Dès le début janvier 2015, en réponse au projet de loi no 20, la FMSQ conçoit et met en ondes de nouvelles capsules publicitaires « À vouloir tout réécrire », illustrant les problèmes récurrents du système de santé qui limitent le travail des médecins spécialistes.

Le projet de loi no 10 est, quant à lui, adopté sous bâillon le 6 février 2015. Dans un geste sans précédent, et répondant à l’invitation de Dre Francœur, le président de la FMOQ et celui de la FMRQ se joignent à elle dans le cadre d’une conférence de presse conjointe. Les trois représentants dénoncent à tour de rôle l’attitude du gouvernement qui procède, tête baissée, en dépit de toutes les objections et mises en garde formulées par l’ensemble des acteurs du réseau de la santé. Tous s’entendent pour dire qu’ils assistent, impuissants, à un autre brassage de structures imposé pour des raisons essentiellement budgétaires et qu’une réforme d’une telle ampleur ne peut se faire en muselant tout le monde et en bâclant le travail.

Après des mois de négociations, entamées en avril 2015, l’Assemblée des délégués de la FMSQ entérine, le 12 novembre, l’entente de principe survenue avec le ministère et portant sur les quatre mesures d’accessibilité ciblées dans le projet de loi no 20, adopté par l’Assemblée nationale deux jours plus tôt.
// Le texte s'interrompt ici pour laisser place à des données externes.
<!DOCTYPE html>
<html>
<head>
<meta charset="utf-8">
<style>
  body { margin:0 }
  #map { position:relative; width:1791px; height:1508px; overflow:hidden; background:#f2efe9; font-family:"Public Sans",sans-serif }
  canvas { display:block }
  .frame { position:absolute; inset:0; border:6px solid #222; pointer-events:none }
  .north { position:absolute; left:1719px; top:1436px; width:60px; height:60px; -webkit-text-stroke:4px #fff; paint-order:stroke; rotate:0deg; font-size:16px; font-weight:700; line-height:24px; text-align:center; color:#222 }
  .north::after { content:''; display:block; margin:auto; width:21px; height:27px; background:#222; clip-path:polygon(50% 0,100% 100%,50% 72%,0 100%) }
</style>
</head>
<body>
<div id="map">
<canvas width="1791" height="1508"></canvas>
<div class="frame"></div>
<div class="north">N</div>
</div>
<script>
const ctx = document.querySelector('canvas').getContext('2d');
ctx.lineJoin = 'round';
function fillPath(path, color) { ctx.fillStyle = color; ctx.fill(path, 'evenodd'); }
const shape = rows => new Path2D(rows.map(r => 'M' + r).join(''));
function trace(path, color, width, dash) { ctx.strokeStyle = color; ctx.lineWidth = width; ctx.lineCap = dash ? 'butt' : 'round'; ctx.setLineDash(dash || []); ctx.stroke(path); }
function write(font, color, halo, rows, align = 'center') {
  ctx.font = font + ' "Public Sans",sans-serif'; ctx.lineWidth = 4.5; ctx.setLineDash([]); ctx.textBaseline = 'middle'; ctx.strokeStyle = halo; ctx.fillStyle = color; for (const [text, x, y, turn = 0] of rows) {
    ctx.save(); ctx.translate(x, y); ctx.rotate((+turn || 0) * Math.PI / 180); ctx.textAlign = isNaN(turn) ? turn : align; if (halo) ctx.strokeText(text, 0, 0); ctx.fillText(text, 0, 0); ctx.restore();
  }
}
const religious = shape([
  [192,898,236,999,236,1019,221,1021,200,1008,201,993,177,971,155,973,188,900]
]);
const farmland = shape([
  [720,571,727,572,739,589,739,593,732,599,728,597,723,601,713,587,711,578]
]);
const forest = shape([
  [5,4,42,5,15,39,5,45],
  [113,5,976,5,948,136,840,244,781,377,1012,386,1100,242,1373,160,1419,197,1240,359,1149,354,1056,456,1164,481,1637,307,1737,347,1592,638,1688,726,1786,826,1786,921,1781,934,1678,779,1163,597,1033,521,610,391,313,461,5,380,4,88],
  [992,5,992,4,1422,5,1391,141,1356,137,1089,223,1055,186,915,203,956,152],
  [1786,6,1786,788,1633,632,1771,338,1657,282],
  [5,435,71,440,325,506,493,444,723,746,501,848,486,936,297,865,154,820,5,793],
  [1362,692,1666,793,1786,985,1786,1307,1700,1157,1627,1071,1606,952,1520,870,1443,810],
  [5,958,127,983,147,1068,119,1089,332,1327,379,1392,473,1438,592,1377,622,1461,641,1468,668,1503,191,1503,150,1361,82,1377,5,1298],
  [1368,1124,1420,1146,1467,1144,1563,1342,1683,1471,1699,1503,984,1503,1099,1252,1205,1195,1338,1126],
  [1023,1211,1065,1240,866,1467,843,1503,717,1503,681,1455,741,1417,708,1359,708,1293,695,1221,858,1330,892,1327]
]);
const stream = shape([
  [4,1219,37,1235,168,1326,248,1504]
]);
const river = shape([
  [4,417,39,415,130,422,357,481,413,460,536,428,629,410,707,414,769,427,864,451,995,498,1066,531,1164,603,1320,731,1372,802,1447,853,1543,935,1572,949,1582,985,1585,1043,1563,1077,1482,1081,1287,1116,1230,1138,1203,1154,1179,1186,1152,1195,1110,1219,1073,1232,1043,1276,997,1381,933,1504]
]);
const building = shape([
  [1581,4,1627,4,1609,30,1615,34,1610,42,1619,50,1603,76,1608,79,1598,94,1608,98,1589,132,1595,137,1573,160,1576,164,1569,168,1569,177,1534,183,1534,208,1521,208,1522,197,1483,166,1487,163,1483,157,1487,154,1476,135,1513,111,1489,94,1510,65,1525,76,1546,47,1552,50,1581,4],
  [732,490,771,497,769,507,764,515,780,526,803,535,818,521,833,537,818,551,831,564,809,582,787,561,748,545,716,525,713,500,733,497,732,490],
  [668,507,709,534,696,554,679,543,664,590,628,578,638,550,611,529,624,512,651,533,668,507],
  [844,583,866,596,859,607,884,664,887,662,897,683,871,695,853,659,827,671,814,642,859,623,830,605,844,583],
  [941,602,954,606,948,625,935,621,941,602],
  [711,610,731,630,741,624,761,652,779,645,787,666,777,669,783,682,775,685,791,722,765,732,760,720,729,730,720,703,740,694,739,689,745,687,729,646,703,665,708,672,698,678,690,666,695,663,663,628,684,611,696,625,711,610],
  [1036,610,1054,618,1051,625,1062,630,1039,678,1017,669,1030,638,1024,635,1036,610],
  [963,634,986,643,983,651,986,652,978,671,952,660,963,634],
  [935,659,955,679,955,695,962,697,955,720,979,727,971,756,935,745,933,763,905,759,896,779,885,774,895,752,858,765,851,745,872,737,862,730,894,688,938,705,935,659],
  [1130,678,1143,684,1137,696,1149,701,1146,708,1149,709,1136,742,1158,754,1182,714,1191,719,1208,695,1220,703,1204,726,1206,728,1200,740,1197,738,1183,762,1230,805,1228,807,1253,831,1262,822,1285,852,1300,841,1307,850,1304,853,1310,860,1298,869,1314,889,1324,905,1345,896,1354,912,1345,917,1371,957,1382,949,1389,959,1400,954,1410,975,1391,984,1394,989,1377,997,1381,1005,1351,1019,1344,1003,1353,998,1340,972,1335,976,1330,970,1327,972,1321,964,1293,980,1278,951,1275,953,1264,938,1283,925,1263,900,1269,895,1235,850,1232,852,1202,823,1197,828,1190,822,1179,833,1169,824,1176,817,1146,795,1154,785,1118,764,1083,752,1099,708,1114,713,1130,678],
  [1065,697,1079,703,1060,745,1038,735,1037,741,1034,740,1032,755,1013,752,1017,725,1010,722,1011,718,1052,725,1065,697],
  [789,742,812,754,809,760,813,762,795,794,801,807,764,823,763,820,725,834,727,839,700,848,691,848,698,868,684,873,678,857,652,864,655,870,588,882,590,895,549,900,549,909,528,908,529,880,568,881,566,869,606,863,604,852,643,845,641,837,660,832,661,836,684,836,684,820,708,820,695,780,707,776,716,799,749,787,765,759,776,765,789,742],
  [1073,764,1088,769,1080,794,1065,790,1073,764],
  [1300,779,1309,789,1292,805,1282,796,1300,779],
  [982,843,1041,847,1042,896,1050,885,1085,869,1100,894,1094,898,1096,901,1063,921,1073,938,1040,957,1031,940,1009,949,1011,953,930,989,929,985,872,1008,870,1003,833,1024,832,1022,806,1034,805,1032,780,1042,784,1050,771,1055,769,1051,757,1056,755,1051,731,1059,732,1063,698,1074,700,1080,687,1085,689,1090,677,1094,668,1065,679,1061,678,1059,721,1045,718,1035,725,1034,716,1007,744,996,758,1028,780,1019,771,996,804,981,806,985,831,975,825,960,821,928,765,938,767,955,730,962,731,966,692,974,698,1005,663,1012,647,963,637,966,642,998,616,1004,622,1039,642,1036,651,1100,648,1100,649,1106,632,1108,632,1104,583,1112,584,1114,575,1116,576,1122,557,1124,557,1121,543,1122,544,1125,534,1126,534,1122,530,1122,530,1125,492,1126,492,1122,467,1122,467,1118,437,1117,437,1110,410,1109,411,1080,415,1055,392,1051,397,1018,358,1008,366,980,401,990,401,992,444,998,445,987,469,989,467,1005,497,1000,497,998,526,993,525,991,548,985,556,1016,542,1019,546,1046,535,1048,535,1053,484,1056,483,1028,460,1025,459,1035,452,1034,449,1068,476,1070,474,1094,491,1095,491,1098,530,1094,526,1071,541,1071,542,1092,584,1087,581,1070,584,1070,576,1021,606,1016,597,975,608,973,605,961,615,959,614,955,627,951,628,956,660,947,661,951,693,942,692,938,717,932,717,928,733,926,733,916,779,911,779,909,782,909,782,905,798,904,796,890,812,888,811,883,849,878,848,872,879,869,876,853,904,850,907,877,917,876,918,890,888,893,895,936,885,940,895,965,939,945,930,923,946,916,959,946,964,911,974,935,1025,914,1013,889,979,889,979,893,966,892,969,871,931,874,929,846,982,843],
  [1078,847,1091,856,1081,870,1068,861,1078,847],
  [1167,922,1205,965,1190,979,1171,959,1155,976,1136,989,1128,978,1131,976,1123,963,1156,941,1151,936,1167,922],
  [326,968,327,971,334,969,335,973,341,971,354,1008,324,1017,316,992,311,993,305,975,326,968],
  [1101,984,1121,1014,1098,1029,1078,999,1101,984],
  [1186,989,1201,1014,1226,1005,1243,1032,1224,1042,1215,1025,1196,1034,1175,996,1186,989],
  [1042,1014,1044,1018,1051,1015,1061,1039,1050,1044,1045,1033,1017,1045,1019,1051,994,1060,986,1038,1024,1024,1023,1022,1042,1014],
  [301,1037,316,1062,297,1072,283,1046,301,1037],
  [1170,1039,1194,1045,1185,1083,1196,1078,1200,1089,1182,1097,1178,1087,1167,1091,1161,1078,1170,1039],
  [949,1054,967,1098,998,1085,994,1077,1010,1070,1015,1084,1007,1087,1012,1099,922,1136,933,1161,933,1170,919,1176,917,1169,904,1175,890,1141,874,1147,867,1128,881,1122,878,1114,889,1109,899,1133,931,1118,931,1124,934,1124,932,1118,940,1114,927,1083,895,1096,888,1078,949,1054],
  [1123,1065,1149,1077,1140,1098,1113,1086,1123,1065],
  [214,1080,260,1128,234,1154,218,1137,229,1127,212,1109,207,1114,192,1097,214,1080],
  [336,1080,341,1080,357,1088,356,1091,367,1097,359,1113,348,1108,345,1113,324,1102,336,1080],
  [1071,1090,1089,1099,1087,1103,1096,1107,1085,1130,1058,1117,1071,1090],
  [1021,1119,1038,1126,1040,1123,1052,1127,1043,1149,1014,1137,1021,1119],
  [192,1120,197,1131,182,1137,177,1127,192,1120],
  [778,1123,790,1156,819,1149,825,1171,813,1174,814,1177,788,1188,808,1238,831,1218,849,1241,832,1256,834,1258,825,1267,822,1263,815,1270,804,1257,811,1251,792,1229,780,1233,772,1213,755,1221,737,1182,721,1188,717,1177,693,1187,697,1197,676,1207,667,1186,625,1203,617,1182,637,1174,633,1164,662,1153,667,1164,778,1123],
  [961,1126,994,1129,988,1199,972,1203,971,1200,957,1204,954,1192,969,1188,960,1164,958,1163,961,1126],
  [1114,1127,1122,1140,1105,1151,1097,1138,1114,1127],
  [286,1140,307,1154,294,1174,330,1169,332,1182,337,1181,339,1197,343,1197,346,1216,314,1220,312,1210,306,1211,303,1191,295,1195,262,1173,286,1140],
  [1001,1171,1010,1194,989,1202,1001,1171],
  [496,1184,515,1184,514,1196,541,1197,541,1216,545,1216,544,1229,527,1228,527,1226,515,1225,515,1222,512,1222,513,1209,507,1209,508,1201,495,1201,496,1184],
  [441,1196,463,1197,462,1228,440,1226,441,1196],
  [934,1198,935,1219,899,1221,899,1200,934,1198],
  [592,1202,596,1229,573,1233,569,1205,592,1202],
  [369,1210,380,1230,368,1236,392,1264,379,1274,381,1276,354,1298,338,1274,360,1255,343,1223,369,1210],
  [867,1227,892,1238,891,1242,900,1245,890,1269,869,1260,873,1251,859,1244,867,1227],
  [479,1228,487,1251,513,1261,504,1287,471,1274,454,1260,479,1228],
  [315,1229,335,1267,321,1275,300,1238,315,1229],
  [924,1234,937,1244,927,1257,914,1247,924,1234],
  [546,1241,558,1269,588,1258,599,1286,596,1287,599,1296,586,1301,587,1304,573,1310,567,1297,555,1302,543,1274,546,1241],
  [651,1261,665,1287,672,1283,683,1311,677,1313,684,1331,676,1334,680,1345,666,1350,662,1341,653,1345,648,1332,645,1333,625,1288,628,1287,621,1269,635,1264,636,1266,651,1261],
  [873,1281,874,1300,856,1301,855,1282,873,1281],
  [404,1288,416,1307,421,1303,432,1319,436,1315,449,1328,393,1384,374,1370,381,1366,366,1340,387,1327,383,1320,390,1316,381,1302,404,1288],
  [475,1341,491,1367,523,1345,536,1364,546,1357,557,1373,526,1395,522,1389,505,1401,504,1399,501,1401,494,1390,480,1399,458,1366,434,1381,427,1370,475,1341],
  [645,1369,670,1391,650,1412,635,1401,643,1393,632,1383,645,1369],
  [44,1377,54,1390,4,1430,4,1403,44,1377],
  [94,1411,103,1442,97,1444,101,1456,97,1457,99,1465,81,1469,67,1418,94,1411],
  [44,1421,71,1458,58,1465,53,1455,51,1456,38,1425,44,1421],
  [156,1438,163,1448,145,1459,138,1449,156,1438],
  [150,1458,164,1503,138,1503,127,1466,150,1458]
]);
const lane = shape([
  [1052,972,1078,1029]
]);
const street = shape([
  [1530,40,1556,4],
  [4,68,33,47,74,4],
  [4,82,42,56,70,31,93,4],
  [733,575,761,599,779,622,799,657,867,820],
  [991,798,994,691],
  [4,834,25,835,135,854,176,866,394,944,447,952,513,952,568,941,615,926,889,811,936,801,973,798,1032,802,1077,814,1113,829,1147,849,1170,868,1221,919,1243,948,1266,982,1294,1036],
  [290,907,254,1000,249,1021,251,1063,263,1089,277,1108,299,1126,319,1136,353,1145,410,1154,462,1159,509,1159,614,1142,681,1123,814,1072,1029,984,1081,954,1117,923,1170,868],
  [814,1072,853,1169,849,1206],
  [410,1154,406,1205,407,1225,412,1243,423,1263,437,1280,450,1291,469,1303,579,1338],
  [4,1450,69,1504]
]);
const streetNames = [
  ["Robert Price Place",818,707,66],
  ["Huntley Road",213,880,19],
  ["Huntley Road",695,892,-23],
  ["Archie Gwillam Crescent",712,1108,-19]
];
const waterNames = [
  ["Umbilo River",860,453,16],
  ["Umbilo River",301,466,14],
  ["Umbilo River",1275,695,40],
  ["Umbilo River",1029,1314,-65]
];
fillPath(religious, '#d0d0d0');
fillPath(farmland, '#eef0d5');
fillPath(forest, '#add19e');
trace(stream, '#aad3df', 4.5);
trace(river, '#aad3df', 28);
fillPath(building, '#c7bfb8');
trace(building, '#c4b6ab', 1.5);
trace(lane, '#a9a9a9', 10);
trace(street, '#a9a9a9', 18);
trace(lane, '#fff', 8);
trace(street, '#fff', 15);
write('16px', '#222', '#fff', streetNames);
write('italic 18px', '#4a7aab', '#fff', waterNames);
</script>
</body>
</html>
Une fois de plus, Dre Francœur obtient un vote fort ; les délégués sont derrière elle.

Si la négociation a occupé beaucoup de place dans son agenda depuis son arrivée en poste, Dre Francoeur s’assure de ne délaisser aucun dossier. Et ce ne sont pas les dossiers qui manquent ! En outre, la présidente accorde une grande importance au développement professionnel continu et à l’avancement des connaissances. Les instances donneront leur aval à un imposant projet de développement d’une plateforme d’apprentissage en ligne. Une entrée dans le 21e siècle !

Parallèlement, la Commission de la santé et des services sociaux entreprend sa ronde d’auditions publiques et les consultations particulières sur le projet de loi no 20. Le 17 mars, jour d’audition de la FMSQ, marque le début d’un autre conflit

À l’aube de son cinquantième anniversaire, le 20 mars 2015, l’Assemblée des délégués a élu sans opposition et pour la première fois de son histoire une femme à la tête de la FMSQ pour un mandat formel de deux ans. Dre Diane Francœur, qui signe « Fièrement vôtre », amorce l’avenir avec détermination.

Le mandat de la présidente se poursuit. L’Histoire de la Fédération en rendra compte.